• _Aim of the task_: Go through the material below and copy each line exactly.
[Exercise data — start]
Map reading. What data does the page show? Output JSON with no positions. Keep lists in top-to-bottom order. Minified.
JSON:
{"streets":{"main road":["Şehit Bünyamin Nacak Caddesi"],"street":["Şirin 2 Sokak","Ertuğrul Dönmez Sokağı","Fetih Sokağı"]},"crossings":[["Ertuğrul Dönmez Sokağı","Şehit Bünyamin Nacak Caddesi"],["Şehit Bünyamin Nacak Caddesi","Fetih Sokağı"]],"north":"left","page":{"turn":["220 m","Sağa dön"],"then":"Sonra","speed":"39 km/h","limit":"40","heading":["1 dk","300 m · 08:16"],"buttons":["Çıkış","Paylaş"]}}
[Exercise data — finish]
• _Solution to the problem_:
Map reading. What data does the page show? Output JSON with no positions. Keep lists in top-to-bottom order. Minified.
JSON:
{"streets":{"main road":["Şehit Bünyamin Nacak Caddesi"],"street":["Şirin 2 Sokak","Ertuğrul Dönmez Sokağı","Fetih Sokağı"]},"crossings":[["Ertuğrul Dönmez Sokağı","Şehit Bünyamin Nacak Caddesi"],["Şehit Bünyamin Nacak Caddesi","Fetih Sokağı"]],"north":"left","page":{"turn":["220 m","Sağa dön"],"then":"Sonra","speed":"39 km/h","limit":"40","heading":["1 dk","300 m · 08:16"],"buttons":["Çıkış","Paylaş"]}}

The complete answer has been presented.